If you sit and work out the math, the total travel time for all the options is about the same, around 29 minutes. Which is about the same time it takes me to ride my bicycle, so it basically doesn’t matter which route I take, especially since traffic lights randomize the travel time by a few minutes each way. But the paradox of choice means that I still try to optimize something that is basically irrelevant. (I’ll spare you the calculations that went into choosing which bike route to use!)

Anyway, my morning commute-decision algorithm is:

  • Do I want to ride my bicycle? If so, then ride. (This is the most common branch.)
  • Else, is Bus 1 coming soon? If so, then go to Stop A.
  • Else, walk to Stop B and take whichever bus comes next (usually Bus 3).

The excitement is the Stop X extension.

I recently discovered that there’s another route, Bus 4, which runs parallel to buses 1 and 2 for a stretch (for stops V, W, and X), and which then veers away and drops me off in front of my building. If I’m on Bus 1 or Bus 2, I can check on the status of Bus 4, and if it’s only a few minutes behind the bus that I’m on, then some new options become available.

The high-risk option is to transfer at Stop V. This is a high-risk move because if I don’t time it right, I end up having to wait for the next Bus 2 to resume my commute.

The next safer option is to transfer at Stop W, which is only twenty minutes of walking from my office. (Update: Bus 2 does not stop at W.)

The safest option is to transfer at Stop X, since the only downside is that I do the normal amount of walking anyway. But this has a higher risk of missing the connection because I have to cross the street to get from one bus stop to the other, and it’s a busy street, so I may have to wait a long time before I get the Walk signal.

When one of these higher-risk moves comes into play, I will use Realtime Transit, which plots the locations of the buses on a map, so I can decide whether I feel lucky today, punk.

Last Friday was my first opportunity to try out the Stop X extension, and it was a nail-biter, because the bus locations in the Realtime Transit application were inconsistent. Sometimes, Bus 4 would show up a bit too close for comfort (it might end up passing my bus because my bus stops more often), and then sometimes it would show up miles and miles away.

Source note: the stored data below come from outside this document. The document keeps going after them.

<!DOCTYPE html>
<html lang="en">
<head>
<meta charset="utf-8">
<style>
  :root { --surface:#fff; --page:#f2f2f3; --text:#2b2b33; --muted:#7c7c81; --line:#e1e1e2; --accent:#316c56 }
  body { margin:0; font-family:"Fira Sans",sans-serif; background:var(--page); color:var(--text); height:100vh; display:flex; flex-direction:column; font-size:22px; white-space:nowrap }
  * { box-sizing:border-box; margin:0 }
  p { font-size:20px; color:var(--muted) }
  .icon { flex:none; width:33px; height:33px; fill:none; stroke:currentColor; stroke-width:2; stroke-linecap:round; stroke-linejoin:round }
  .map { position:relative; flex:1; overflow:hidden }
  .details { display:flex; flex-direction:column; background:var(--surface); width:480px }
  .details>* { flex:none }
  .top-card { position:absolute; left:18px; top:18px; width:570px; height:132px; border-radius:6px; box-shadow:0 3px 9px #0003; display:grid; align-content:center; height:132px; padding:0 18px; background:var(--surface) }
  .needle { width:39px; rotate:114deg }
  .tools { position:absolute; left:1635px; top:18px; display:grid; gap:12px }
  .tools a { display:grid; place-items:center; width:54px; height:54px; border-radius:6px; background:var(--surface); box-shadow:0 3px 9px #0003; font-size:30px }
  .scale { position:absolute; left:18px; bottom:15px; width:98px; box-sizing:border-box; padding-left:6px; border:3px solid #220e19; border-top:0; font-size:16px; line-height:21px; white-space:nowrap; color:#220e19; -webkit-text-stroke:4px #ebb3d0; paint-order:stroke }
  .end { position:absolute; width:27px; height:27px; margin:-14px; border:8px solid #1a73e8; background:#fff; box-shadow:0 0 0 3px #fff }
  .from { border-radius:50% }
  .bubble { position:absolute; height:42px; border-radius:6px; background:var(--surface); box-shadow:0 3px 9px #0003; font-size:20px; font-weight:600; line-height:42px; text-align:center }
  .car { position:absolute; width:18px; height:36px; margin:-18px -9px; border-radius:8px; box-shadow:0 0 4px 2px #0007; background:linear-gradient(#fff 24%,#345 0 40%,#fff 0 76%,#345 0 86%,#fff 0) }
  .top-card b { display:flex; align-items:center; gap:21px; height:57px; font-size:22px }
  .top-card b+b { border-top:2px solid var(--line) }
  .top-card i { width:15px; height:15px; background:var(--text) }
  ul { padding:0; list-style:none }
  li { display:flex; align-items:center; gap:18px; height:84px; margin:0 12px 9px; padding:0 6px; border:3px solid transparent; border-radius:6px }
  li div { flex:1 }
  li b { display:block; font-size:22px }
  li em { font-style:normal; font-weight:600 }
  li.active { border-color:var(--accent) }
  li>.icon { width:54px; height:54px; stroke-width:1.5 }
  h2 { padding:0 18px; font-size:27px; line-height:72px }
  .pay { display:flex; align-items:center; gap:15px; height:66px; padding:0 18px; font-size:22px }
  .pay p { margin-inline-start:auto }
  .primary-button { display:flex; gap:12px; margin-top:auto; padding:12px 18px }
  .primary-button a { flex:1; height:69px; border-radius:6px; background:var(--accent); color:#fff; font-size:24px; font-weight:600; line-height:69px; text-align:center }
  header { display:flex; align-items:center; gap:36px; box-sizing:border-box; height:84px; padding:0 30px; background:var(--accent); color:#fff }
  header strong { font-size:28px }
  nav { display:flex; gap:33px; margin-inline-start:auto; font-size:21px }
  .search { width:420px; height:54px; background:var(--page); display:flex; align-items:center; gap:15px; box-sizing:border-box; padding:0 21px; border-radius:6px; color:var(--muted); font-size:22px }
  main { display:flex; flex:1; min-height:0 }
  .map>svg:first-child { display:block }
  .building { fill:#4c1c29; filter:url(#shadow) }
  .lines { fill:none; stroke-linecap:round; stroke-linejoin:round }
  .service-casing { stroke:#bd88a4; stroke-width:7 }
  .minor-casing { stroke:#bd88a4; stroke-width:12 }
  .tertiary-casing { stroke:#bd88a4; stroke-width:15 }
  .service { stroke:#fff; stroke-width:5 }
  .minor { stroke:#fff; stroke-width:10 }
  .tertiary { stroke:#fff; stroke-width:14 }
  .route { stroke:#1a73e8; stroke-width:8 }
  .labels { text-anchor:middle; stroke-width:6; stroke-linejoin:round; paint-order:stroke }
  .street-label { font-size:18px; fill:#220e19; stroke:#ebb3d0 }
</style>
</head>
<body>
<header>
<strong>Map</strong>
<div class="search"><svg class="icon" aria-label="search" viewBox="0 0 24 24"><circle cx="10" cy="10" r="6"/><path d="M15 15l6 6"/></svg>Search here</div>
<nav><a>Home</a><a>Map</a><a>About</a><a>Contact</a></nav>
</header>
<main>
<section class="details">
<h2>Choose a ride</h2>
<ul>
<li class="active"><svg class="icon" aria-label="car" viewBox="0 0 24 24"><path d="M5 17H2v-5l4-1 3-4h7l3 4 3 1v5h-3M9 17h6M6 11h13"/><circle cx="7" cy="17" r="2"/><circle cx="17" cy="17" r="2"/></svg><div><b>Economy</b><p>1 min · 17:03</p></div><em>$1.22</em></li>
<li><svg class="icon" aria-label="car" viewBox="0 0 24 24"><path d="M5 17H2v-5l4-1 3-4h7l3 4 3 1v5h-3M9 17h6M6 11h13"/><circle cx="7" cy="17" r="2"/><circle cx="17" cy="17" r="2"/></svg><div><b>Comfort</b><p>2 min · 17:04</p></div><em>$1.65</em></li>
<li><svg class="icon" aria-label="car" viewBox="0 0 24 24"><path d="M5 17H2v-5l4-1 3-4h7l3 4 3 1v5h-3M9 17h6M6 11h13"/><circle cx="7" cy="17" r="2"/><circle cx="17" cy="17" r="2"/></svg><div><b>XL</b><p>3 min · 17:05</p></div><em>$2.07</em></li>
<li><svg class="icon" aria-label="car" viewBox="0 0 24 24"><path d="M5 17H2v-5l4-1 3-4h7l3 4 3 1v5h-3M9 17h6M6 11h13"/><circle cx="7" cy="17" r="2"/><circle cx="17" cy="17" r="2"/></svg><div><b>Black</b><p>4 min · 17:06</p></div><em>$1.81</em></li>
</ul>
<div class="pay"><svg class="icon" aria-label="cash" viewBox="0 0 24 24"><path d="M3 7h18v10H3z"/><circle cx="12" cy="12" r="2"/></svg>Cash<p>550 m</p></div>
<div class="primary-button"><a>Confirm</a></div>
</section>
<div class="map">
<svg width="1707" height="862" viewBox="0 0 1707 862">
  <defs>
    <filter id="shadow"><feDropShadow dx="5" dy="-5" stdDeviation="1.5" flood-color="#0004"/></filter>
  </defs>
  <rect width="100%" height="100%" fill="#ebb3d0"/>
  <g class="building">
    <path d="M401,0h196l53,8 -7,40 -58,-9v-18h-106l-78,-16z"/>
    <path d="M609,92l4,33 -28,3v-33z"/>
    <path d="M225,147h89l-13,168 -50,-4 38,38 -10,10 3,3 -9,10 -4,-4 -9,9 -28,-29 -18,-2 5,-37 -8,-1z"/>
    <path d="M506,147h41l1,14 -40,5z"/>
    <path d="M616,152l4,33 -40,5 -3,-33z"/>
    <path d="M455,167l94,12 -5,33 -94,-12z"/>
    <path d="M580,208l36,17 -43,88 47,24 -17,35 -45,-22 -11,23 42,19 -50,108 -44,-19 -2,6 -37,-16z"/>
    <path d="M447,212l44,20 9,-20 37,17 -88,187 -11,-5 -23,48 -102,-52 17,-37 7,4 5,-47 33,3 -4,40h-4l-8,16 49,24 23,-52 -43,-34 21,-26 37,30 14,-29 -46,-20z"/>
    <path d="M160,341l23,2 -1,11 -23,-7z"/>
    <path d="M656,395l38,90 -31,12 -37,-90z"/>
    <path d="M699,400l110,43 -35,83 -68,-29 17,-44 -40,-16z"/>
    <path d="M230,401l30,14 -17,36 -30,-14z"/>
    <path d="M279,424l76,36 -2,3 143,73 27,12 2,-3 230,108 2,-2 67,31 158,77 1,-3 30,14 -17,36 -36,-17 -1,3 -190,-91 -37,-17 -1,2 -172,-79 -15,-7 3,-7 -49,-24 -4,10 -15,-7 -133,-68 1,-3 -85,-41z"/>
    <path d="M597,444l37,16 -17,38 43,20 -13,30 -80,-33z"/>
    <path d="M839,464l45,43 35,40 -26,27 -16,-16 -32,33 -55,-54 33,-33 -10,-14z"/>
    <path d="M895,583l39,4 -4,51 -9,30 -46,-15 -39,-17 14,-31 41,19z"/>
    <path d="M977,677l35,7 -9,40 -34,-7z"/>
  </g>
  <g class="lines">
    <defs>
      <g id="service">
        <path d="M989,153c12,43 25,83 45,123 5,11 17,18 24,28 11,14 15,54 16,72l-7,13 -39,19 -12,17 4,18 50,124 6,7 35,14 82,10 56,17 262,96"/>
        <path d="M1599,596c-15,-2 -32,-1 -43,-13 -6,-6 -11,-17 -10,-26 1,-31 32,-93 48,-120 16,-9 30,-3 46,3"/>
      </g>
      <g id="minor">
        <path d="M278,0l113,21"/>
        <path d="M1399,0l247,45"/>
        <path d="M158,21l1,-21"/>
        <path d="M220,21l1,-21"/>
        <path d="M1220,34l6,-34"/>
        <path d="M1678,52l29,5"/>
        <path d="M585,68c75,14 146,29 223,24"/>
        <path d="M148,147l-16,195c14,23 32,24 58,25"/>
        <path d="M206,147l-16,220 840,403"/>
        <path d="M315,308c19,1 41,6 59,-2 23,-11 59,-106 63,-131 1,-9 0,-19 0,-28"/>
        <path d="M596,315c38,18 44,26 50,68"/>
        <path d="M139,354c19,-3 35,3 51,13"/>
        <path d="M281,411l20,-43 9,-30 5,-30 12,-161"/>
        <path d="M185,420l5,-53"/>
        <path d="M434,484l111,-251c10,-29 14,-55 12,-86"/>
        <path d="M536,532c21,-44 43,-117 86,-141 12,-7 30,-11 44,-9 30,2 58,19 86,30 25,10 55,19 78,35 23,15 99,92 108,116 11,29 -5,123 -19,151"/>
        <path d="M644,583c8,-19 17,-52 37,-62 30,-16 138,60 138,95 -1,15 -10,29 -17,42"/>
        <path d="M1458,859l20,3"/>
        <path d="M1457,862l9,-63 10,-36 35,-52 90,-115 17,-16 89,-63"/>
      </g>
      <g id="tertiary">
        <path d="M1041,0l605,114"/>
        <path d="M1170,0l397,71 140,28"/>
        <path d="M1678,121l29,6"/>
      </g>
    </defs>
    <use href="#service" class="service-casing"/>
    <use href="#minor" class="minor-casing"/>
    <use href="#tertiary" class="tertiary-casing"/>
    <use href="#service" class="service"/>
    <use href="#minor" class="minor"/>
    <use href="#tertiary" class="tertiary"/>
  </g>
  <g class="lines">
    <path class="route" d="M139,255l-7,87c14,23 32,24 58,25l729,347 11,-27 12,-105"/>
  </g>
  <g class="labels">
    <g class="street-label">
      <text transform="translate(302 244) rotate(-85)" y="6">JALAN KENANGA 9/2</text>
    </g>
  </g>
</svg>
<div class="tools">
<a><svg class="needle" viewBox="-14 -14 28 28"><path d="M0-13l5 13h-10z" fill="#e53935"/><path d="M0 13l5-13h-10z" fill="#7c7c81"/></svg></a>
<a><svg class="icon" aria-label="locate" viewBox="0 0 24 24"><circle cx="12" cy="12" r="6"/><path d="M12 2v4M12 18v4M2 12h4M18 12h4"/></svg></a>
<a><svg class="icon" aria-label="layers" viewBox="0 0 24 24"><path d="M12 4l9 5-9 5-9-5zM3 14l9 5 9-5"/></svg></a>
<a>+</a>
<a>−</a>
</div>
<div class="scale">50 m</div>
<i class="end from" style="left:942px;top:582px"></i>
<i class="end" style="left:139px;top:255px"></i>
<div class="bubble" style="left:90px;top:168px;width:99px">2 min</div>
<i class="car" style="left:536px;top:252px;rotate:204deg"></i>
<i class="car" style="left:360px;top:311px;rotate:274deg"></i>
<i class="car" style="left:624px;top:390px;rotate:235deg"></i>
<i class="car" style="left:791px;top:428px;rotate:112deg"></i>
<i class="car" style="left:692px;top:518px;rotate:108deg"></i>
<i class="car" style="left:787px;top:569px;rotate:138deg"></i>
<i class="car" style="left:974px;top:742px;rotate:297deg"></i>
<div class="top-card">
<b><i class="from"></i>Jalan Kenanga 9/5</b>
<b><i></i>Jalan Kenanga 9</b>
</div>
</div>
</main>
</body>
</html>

Stop V was too risky. If the nearby bus was just a mirage, then I got off a perfectly good bus and stranded myself. As we neared Stop W, I looked out the back window of the bus and didn’t see a Bus 4 in the distance, so I decided to go for the safe approach and get off at Stop X.

As I waited for the traffic light to change, I saw Bus 4 go zooming past.

One of the days, I will actually succeed at making the Stop X extension.